EcoNiche’s work on this curriculum aligns directly with our broader mission: supporting organisations to think critically, plan clearly, and act effectively in addressing environmental challenges. By grounding climate education in evidence, systems thinking, and human rights, the project ensures that youth are not passive recipients of information but empowered participants in the climate movement. This is how long-term, community-led climate action begins, with knowledge, confidence, and agency.

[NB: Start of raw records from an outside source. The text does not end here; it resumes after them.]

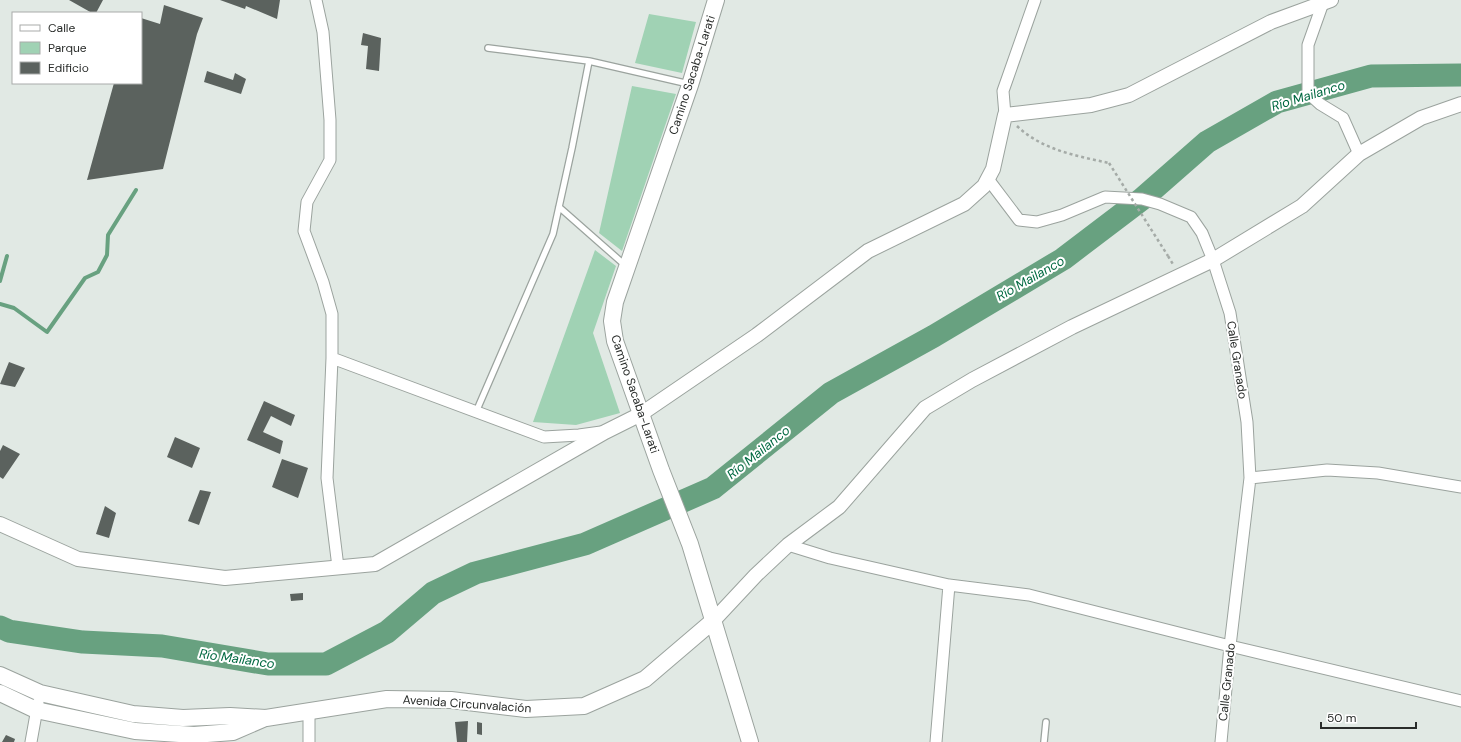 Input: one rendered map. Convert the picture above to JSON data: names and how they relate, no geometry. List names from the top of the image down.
{
  "streets": {
    "main road": ["Camino Sacaba-Larati", "Avenida Circunvalación"],
    "street": ["Calle Granado"]
  },
  "crossings": [
    ["Camino Sacaba-Larati", "Avenida Circunvalación"]
  ],
  "water": ["Río Mailanco"],
  "legend": ["Calle", "Parque", "Edificio"],
  "scale_bar": "50 m"
}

Through my organisation, Wonder Yonder, I had the opportunity to collaborate with EcoNiche on a climate curriculum project that involved creating visual explainers of various concepts relating to climate education. Nisha provided us with well-thought-out, detailed drafts of educational modules that served as a strong foundation for our content. She welcomed our suggestions on which parts needed to be supplemented with illustrations, allowing us to tailor the visuals effectively. She gave my team and I full creative freedom to explore various visual output ideas. Her targeted feedback and constructive critique on the initial drafts greatly helped with the iterations. Importantly, leveraging her expertise in the subject, she ensured that all visuals were fact-checked and accurate both scientifically and conceptually, which strengthened the integrity of our work. As a team, we were able to optimise the revisions and achieve effective outputs due to her clear vision for the project. Additionally, she is always open to discussing new ideas relating to sustainability and climate education. I look forward to the possibility of working with her on future climate-related projects.